South African actor and producer

Leon Francois Rautenbach (born 12 May 1972), popularly known as Frank Rautenbach, is a South African actor and producer. He is best known for the roles in the films Faith Like Potatoes, The Bang Bang Club and biographical film Hansie: A True Story.

==Personal life==
Rautenbach was born on 12 May 1972 in East London, South Africa.

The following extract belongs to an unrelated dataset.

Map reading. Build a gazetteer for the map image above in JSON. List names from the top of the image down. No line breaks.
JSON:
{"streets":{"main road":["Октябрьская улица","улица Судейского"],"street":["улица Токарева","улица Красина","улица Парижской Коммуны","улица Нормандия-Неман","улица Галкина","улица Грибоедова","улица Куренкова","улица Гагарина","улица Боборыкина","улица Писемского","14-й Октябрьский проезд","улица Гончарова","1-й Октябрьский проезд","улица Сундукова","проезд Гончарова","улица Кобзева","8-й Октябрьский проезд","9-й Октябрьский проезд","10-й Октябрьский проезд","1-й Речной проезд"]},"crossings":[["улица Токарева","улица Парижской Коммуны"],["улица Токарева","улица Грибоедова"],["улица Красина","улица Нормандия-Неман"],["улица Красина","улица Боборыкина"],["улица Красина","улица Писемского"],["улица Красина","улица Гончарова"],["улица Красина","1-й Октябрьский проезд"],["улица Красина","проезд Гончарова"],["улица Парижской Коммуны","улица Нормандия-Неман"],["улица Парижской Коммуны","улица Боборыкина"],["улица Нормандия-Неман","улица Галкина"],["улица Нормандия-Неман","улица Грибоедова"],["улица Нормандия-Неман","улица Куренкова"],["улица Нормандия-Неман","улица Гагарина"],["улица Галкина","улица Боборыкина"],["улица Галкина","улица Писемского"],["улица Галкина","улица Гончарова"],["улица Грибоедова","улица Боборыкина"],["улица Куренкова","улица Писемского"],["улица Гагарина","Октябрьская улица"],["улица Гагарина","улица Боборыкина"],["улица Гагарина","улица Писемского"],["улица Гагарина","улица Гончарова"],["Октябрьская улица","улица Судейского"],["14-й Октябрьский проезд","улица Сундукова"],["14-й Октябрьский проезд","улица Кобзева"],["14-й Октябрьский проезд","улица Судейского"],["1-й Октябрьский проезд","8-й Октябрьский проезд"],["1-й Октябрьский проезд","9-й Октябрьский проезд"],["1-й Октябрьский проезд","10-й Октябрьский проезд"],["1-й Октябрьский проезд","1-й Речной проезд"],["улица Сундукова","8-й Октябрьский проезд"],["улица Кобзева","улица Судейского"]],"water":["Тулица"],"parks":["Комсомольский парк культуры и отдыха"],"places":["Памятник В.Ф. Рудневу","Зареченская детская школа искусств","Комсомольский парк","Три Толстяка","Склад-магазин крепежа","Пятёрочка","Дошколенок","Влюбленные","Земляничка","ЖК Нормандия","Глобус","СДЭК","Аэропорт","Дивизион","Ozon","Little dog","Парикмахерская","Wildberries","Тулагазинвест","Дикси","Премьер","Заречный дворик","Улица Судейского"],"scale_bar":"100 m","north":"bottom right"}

He is married to production manager, Leigh Rautenbach since February 24, 1996.

==Career==
In 2006, he made his film debut with Faith Like Potatoes directed by Regardt van den Bergh. The film is a biographical drama based on the book written by Angus Buchan. In 2008, he acted in the biographical sports film Hansie directed by van den Bergh. In the film he played the lead role of former South African cricketer Hansie Cronjé. After that success, he then made another lead role in The Bang Bang Club, a biographical film about the lives of four photojournalists active within the townships of South Africa during the apartheid period. The film received mixed reviews from critics.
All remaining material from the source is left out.